EXERCISE DESCRIPTION
Copy the lines below verbatim. Begin with the first and end with the line containing "0 #3b4a6e) drop-shadow(-2px".

(Stored items)
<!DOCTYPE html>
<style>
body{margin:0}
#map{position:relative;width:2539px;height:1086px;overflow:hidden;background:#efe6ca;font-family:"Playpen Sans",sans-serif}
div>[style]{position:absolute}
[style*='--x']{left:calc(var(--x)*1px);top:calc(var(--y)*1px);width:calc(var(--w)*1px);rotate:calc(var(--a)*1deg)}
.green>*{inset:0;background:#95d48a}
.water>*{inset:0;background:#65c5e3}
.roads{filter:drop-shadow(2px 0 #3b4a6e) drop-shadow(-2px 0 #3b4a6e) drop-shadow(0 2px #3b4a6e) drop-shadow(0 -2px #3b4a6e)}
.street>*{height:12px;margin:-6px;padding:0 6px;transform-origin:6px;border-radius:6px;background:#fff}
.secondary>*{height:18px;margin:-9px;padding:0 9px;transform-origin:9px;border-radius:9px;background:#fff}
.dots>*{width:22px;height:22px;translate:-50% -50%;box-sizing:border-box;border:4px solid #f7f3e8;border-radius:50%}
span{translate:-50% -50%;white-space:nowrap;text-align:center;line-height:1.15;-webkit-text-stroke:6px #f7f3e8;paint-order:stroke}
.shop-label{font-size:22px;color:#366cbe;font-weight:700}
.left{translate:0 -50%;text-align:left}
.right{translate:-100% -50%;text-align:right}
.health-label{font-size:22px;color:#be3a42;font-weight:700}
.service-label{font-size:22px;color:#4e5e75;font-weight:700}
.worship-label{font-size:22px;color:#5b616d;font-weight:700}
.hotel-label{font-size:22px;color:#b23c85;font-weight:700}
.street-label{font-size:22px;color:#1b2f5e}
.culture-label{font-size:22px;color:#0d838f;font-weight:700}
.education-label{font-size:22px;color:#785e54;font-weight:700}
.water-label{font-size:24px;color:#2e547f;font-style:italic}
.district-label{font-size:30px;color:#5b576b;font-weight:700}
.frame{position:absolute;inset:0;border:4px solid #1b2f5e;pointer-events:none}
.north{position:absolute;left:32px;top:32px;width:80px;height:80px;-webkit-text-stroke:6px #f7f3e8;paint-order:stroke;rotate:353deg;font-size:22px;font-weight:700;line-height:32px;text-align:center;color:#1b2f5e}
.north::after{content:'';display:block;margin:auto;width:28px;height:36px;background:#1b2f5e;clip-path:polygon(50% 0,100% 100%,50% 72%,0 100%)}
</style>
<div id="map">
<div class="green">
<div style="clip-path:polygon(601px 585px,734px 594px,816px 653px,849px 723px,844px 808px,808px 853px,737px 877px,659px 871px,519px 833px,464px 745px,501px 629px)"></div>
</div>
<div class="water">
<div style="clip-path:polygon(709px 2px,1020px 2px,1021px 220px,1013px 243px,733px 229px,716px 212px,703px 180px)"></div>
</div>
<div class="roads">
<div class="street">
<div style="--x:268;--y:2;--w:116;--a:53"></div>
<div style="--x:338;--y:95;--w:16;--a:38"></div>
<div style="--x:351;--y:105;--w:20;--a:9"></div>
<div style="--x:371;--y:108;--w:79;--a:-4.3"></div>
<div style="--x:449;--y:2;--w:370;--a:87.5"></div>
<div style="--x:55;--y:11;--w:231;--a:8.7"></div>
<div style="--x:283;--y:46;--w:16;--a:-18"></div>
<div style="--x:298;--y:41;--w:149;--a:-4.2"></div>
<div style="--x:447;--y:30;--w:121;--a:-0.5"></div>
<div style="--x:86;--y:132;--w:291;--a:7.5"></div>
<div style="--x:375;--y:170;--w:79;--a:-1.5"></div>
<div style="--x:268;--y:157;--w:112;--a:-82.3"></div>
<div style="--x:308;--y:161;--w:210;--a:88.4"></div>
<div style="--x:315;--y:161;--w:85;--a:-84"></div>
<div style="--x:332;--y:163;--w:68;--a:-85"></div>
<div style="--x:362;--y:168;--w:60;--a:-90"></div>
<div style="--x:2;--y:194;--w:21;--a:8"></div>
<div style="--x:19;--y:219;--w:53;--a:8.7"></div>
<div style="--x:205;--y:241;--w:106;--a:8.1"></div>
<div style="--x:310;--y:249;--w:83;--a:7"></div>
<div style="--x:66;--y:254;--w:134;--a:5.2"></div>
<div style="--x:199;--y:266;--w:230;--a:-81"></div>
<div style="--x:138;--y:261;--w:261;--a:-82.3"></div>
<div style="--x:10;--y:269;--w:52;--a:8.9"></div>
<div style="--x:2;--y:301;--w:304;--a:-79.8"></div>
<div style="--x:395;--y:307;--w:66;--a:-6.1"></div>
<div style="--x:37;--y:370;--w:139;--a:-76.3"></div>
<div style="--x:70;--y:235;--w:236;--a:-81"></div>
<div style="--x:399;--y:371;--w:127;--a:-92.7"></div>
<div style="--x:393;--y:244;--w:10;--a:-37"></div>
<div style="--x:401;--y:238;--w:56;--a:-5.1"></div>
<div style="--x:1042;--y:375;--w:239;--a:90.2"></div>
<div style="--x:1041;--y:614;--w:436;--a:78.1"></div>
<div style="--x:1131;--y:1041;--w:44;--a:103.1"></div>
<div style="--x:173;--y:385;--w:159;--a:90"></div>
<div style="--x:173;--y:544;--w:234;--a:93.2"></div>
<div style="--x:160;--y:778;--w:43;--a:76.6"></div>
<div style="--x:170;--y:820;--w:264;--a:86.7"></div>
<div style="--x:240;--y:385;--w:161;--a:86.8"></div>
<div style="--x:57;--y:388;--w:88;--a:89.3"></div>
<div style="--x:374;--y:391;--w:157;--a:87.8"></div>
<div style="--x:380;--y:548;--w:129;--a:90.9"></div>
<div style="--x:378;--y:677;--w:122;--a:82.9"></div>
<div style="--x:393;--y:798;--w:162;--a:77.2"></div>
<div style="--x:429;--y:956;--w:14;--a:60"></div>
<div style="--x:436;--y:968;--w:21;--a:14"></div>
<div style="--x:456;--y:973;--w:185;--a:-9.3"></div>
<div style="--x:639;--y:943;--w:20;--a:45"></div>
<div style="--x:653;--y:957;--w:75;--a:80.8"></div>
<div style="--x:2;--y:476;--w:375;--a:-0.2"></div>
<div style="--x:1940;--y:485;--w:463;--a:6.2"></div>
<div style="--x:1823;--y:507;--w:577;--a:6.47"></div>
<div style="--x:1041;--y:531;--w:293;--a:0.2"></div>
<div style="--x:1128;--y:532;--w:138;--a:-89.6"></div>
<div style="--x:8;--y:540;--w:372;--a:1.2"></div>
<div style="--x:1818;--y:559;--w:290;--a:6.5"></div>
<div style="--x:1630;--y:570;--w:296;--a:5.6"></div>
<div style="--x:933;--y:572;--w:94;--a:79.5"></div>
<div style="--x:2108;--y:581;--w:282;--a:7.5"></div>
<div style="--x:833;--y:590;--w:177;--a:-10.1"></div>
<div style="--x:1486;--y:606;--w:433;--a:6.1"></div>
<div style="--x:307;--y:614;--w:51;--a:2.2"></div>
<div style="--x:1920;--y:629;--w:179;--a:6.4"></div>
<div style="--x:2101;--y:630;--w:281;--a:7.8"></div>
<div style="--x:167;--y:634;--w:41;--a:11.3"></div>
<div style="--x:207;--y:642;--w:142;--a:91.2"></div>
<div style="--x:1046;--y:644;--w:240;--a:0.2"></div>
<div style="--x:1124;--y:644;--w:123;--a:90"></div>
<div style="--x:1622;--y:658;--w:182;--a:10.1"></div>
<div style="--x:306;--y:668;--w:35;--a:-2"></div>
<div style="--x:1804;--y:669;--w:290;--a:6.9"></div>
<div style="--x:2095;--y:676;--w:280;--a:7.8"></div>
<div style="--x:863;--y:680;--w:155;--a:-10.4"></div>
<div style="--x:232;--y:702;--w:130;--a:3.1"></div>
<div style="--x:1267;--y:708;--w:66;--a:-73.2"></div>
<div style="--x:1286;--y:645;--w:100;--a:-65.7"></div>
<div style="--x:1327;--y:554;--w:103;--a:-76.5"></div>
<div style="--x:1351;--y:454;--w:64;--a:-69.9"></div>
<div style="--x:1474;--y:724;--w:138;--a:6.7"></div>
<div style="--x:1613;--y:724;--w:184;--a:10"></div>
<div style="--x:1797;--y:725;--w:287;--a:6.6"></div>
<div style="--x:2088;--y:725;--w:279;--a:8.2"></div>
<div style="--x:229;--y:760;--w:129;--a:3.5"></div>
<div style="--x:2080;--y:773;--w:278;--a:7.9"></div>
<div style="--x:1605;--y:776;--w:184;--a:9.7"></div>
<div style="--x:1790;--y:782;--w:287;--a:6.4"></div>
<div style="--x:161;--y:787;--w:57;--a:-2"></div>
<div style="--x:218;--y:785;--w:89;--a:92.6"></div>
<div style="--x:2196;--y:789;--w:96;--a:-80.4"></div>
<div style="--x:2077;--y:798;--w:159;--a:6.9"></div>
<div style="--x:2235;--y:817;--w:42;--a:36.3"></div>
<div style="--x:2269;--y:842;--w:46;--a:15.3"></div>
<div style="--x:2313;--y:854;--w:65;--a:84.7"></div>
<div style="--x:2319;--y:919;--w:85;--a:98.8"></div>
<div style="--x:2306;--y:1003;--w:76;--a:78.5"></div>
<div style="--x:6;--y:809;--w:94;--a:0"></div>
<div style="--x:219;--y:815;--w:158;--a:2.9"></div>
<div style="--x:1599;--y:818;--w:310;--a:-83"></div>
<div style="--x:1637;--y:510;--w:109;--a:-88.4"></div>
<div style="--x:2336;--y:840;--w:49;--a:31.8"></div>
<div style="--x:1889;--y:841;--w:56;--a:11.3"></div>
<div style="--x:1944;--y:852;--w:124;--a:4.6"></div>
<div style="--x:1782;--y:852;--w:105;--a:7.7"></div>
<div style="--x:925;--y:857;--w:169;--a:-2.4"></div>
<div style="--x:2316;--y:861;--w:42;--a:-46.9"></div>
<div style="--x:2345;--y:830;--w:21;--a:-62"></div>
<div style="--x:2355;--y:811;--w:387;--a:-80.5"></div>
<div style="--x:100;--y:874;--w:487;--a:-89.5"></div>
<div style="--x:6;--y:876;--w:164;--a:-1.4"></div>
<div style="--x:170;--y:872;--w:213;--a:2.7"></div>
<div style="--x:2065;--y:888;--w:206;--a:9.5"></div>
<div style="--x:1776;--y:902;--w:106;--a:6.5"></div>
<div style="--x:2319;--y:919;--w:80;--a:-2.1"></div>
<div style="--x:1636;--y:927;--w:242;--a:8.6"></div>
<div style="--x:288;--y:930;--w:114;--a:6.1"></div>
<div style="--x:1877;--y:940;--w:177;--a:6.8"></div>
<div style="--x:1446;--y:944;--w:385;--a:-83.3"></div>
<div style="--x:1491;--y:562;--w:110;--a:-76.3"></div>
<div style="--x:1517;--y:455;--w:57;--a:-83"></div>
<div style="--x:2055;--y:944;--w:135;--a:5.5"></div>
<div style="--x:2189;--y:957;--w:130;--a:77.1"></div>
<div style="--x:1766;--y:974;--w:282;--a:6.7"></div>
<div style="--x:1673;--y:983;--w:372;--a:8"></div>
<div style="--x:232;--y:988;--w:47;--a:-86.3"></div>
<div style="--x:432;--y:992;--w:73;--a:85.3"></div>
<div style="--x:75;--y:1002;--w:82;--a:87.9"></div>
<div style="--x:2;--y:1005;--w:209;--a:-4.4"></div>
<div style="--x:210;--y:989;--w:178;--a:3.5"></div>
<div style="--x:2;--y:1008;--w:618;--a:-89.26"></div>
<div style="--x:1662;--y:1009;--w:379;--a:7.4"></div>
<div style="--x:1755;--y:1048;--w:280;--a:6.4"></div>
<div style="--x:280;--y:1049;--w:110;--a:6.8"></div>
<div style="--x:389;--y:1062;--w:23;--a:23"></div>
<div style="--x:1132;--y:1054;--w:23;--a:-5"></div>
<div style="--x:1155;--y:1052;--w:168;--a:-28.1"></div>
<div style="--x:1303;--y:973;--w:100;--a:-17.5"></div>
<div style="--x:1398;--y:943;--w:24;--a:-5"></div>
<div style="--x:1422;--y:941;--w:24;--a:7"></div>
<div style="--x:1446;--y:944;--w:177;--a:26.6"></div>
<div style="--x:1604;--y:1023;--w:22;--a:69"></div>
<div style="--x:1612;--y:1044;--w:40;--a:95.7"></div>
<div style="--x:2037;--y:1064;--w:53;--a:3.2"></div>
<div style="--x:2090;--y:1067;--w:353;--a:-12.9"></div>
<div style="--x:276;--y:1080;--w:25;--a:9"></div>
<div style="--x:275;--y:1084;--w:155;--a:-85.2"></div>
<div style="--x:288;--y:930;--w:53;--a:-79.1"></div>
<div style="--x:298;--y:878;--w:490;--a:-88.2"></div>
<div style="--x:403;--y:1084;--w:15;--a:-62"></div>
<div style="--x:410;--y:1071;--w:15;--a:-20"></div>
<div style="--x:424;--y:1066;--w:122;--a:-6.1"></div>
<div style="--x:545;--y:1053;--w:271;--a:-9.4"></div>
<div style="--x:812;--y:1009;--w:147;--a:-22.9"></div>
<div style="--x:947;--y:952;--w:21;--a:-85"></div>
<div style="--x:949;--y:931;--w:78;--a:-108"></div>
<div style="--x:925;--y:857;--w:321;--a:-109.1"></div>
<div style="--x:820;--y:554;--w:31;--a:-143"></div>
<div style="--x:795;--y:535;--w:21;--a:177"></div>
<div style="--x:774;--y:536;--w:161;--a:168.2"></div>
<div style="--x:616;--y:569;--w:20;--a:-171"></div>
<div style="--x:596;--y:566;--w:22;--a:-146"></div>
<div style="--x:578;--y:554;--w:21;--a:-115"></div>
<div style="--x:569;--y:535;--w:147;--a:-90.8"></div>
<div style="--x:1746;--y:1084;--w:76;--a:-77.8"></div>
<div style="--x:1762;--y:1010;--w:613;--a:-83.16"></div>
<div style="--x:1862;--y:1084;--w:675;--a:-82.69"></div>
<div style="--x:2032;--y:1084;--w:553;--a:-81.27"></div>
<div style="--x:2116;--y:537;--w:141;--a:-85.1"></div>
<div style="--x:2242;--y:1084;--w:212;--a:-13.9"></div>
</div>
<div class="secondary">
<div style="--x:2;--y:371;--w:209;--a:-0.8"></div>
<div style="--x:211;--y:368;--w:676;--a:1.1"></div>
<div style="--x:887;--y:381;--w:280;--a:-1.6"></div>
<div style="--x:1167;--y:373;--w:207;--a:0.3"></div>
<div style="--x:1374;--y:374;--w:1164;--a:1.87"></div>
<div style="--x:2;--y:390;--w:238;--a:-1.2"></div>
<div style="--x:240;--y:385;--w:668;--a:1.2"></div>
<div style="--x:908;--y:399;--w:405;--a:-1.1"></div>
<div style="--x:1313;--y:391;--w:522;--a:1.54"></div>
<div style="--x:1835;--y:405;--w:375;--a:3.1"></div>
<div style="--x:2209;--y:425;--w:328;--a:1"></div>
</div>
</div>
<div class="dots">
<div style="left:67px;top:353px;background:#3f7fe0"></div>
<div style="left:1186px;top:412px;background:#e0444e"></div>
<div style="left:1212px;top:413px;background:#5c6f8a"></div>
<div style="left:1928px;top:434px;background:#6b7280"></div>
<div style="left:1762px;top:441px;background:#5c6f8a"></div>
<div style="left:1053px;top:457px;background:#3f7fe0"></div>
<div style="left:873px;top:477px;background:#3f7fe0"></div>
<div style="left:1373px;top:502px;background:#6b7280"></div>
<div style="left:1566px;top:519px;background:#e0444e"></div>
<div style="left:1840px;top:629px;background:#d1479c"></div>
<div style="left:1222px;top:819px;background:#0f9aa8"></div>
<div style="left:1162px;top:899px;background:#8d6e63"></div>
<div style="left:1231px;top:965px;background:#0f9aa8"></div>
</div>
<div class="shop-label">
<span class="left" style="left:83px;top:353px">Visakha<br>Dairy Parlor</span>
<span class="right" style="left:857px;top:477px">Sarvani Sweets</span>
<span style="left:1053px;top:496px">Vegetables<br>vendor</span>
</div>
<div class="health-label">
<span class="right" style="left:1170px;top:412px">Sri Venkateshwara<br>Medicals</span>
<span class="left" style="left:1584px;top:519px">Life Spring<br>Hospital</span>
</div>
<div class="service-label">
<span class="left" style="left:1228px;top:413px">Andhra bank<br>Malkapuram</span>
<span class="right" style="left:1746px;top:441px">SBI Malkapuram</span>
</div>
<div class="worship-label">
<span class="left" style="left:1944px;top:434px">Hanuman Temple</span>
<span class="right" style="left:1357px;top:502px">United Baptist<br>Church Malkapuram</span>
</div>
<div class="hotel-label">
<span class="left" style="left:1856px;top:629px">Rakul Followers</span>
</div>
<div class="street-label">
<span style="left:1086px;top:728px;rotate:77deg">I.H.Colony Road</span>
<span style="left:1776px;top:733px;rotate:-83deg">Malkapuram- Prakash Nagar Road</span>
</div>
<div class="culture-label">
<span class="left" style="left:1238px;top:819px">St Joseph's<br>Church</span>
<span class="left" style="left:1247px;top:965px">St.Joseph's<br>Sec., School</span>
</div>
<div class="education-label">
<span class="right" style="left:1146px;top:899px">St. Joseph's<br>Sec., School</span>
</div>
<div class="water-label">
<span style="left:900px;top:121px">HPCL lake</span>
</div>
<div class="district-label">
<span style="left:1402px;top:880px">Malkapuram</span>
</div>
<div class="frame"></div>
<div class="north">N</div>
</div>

RESPONSE BOX
<!DOCTYPE html>
<style>
body{margin:0}
#map{position:relative;width:2539px;height:1086px;overflow:hidden;background:#efe6ca;font-family:"Playpen Sans",sans-serif}
div>[style]{position:absolute}
[style*='--x']{left:calc(var(--x)*1px);top:calc(var(--y)*1px);width:calc(var(--w)*1px);rotate:calc(var(--a)*1deg)}
.green>*{inset:0;background:#95d48a}
.water>*{inset:0;background:#65c5e3}
.roads{filter:drop-shadow(2px 0 #3b4a6e) drop-shadow(-2px 0 #3b4a6e) drop-shadow(0 2px #3b4a6e) drop-shadow(0 -2px #3b4a6e)}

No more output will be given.